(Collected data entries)
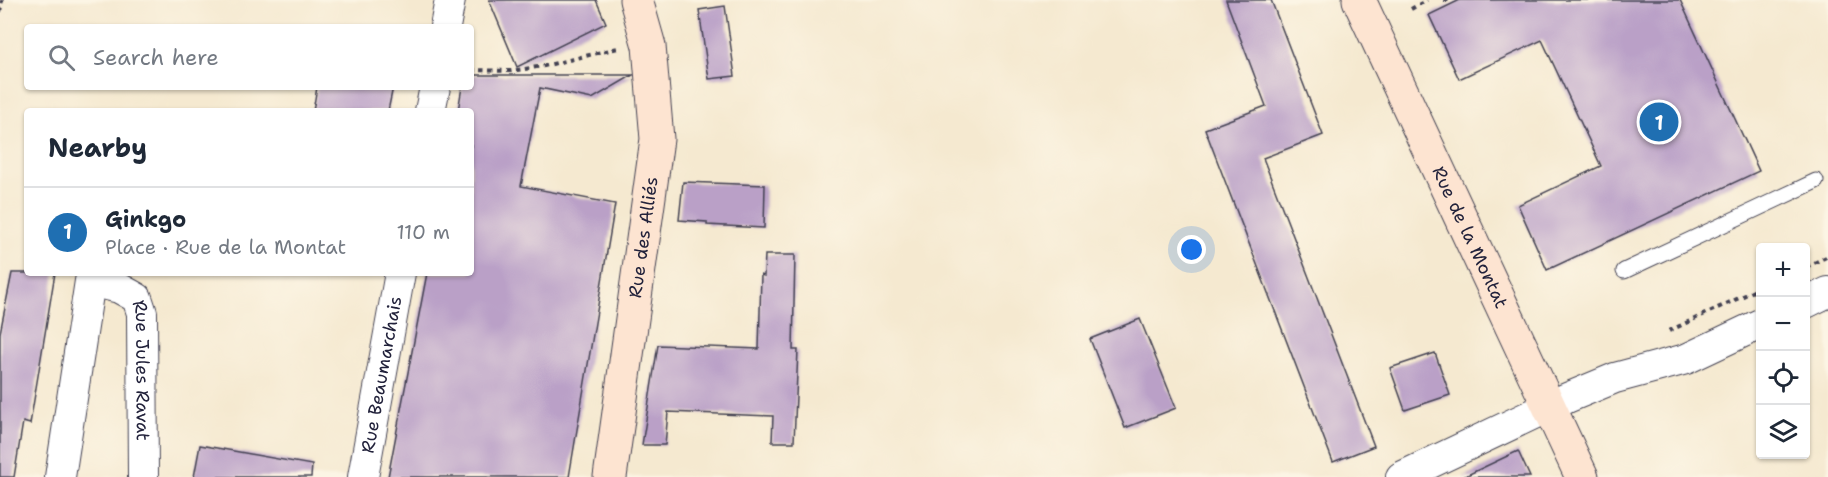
<!DOCTYPE html>
<html lang="en">
<head>
<meta charset="utf-8">
<style>
	body { margin:0; font-family:"Shantell Sans",sans-serif; background:#f6f6f7; color:#1f2937 }
	.controls { position:absolute; right:18px; bottom:18px; display:grid; overflow:hidden; border-radius:6px; box-shadow:0 2px 4px #0004 }
	.controls button { width:54px; height:54px; display:grid; place-items:center; padding:0; border:0; border-bottom:2px solid #e0e1e3; background:#fff; color:#1f2937; font:30px sans-serif }
	.you { position:absolute; left:1192px; top:250px; width:21px; height:21px; margin:-15px; border:4px solid #fff; border-radius:50%; background:#1a73e8; box-shadow:0 0 0 9px #1a73e833 }
	.badge { display:grid; place-items:center; width:39px; height:39px; border-radius:50%; background:#1f6fb2; color:#fff; font-size:20px; font-weight:700 }
	.pin { position:absolute; translate:-50% -50%; border:3px solid #fff; box-shadow:0 2px 6px #0006 }
	.list { margin:0; padding:0; list-style:none }
	h2 { display:flex; justify-content:space-between; align-items:center; height:78px; margin:0; padding:0 24px; font-size:26px }
	h2 small { font-size:20px; font-weight:400; color:#747a83 }
	.list li { display:grid; grid-template-columns:39px 1fr auto; gap:18px; align-items:center; box-sizing:border-box; height:90px; padding:0 24px; border-top:2px solid #e0e1e3 }
	.list b { display:block; font-size:22px; white-space:nowrap }
	.list p { margin:0; font-size:20px; white-space:nowrap; color:#747a83 }
	.list em { font-size:20px; font-style:normal; color:#747a83 }
	.icon { flex:none; width:33px; height:33px; fill:none; stroke:currentColor; stroke-width:2; stroke-linecap:round; stroke-linejoin:round }
	.map { position:relative; flex:none; width:1828px; height:477px; overflow:hidden }
	.search { position:absolute; background:#fff; box-shadow:0 2px 4px #0004; left:24px; top:24px; width:450px; height:66px; display:flex; align-items:center; gap:15px; box-sizing:border-box; padding:0 21px; border-radius:6px; color:#747a83; font-size:22px }
	.panel { position:absolute; background:#fff; box-shadow:0 2px 4px #0004; left:24px; top:108px; width:450px; height:168px; border-radius:6px }
	.map>svg:first-child { display:block }
	.building { fill:#baa0c7 }
	.lines { fill:none; stroke-linecap:round; stroke-linejoin:round }
	.lane-casing { stroke:#424051; stroke-width:17 }
	.street-casing { stroke:#424051; stroke-width:32 }
	.secondary-casing { stroke:#424051; stroke-width:35 }
	.path { stroke:#424051; stroke-width:4; stroke-dasharray:4.5 4.5; stroke-linecap:butt }
	.lane { stroke:#fff; stroke-width:15 }
	.street { stroke:#fff; stroke-width:30 }
	.secondary { stroke:#fde4d1; stroke-width:33 }
	.labels { text-anchor:middle; dominant-baseline:central; stroke-width:4.5; stroke-linejoin:round; paint-order:stroke }
	.street-label { font-size:18px; fill:#22223b; stroke:#fcf5e5 }
</style>
</head>
<body>
<div class="map">
<svg width="1828" height="477" viewBox="0 0 1828 477">
	<rect width="100%" height="100%" fill="#fcf5e5"/>
	<filter id="ink" filterUnits="userSpaceOnUse"><feTurbulence type="fractalNoise" baseFrequency=".0167" numOctaves="2"/><feDisplacementMap in="SourceGraphic" scale="12" xChannelSelector="R" yChannelSelector="G"/><feConvolveMatrix kernelMatrix="1 2 1 2 8 2 1 2 1" color-interpolation-filters="sRGB"/></filter>
	<filter id="wash" filterUnits="userSpaceOnUse"><feTurbulence type="fractalNoise" baseFrequency=".008" numOctaves="4" result="noise"/><feDisplacementMap in="SourceGraphic" scale="24" xChannelSelector="R" yChannelSelector="G"/><feGaussianBlur stdDeviation="1.35" result="paint"/><feColorMatrix in="noise" values="0 0 0 0 0 0 0 0 0 0 0 0 0 0 0 0 0 1.4 0 .05"/><feComposite in="paint" operator="in"/></filter>
	<g filter="url(#wash)">
		<rect width="100%" height="100%" fill="#f5e9d0"/>
		<g id="blocks">
			<path class="building" d="M489,0H596L606,23L517,67Z
				M1226,0H1271L1323,135L1263,158L1374,446L1333,462L1205,129L1266,106Z
				M1460,0H1680L1759,171L1547,270L1518,205L1601,166L1542,40L1459,79L1429,15Z
				M725,6L735,76L709,79L699,10Z
				M471,75H633L592,99L540,88L521,186L615,204L569,477H388L427,273H471V111H458L462,87H471Z
				M317,87H393L388,111H313Z
				M683,182L765,185L764,228L707,225V222L679,220Z
				M765,255H795L793,350H798L794,442H772L773,416L668,412L665,445H642L658,345L759,349L761,275L764,276Z
				M12,273H55L30,424L23,422L14,477H0V333Z
				M1140,319L1176,408L1125,428L1090,339Z
				M1435,353L1450,395L1405,410L1390,368Z
				M200,445L312,465L311,477H194Z
				M1518,451L1530,477H1463Z"/>
		</g>
	</g>
	<g filter="url(#ink)">
		<use href="#blocks" fill-opacity="0" stroke="#424051" stroke-width="1.5"/>
		<g class="lines">
			<g class="lane-casing">
				<path id="lane" d="M1624,271L1816,181"/>
			</g>
			<g class="street-casing">
				<g id="street">
					<path d="M445,27L450,0"/>
					<path d="M430,111L435,87"/>
					<path d="M1806,303L1828,292"/>
					<path id="s1" d="M60,477L90,281L119,288L137,298L142,313L143,477"/>
					<path id="s2" d="M363,477L400,273"/>
					<path d="M1401,477L1567,398L1615,378L1686,359L1760,324"/>
				</g>
			</g>
			<g class="secondary-casing">
				<g id="secondary">
					<path id="s3" d="M1359,0L1582,477"/>
					<path id="s4" d="M610,477L657,139L649,46L636,0"/>
				</g>
			</g>
			<path class="path" d="M1444,0H1449
				M1411,9L1427,0
				M0,12L2,0
				M471,70L511,71L544,66L618,48
				M1806,267L1828,256
				M1669,331L1760,288"/>
			<use href="#lane" class="lane"/>
			<use href="#street" class="street"/>
			<use href="#secondary" class="secondary"/>
		</g>
	</g>
	<g class="labels">
		<g class="street-label">
			<text stroke="none"><textPath href="#s4" startOffset="242">Rue des Alliés</textPath></text>
			<text stroke="none"><textPath href="#s3" startOffset="262">Rue de la Montat</textPath></text>
			<text stroke="none"><textPath href="#s1" startOffset="322">Rue Jules Ravat</textPath></text>
			<text stroke="none"><textPath href="#s2" startOffset="104">Rue Beaumarchais</textPath></text>
		</g>
	</g>
</svg>
<div class="controls">
<button>+</button>
<button>−</button>
<button><svg class="icon" aria-label="locate" viewBox="0 0 24 24"><circle cx="12" cy="12" r="6"/><path d="M12 2v4M12 18v4M2 12h4M18 12h4"/></svg></button>
<button><svg class="icon" aria-label="layers" viewBox="0 0 24 24"><path d="M12 4l9 5-9 5-9-5zM3 14l9 5 9-5"/></svg></button>
</div>
<div class="you"></div>
<div class="pin badge" style="left:1659px;top:122px">1</div>
<div class="search"><svg class="icon" aria-label="search" viewBox="0 0 24 24"><circle cx="10" cy="10" r="6"/><path d="M15 15l6 6"/></svg>Search here</div>
<section class="panel">
<h2>Nearby<small></small></h2>
<ul class="list">
<li><span class="badge">1</span><div><b>Ginkgo</b><p>Place · Rue de la Montat</p></div><em>110 m</em></li>
</ul>
</section>
</div>
</body>
</html>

WORK TASK: "font-size:20px; font-weight:400; color:#747a83" marks the last line to keep. Retype every line from the start of the entries through that one, exactly, and drop the pictures.

RESPONSE FOR THIS EXERCISE:
<!DOCTYPE html>
<html lang="en">
<head>
<meta charset="utf-8">
<style>
	body { margin:0; font-family:"Shantell Sans",sans-serif; background:#f6f6f7; color:#1f2937 }
	.controls { position:absolute; right:18px; bottom:18px; display:grid; overflow:hidden; border-radius:6px; box-shadow:0 2px 4px #0004 }
	.controls button { width:54px; height:54px; display:grid; place-items:center; padding:0; border:0; border-bottom:2px solid #e0e1e3; background:#fff; color:#1f2937; font:30px sans-serif }
	.you { position:absolute; left:1192px; top:250px; width:21px; height:21px; margin:-15px; border:4px solid #fff; border-radius:50%; background:#1a73e8; box-shadow:0 0 0 9px #1a73e833 }
	.badge { display:grid; place-items:center; width:39px; height:39px; border-radius:50%; background:#1f6fb2; color:#fff; font-size:20px; font-weight:700 }
	.pin { position:absolute; translate:-50% -50%; border:3px solid #fff; box-shadow:0 2px 6px #0006 }
	.list { margin:0; padding:0; list-style:none }
	h2 { display:flex; justify-content:space-between; align-items:center; height:78px; margin:0; padding:0 24px; font-size:26px }
	h2 small { font-size:20px; font-weight:400; color:#747a83 }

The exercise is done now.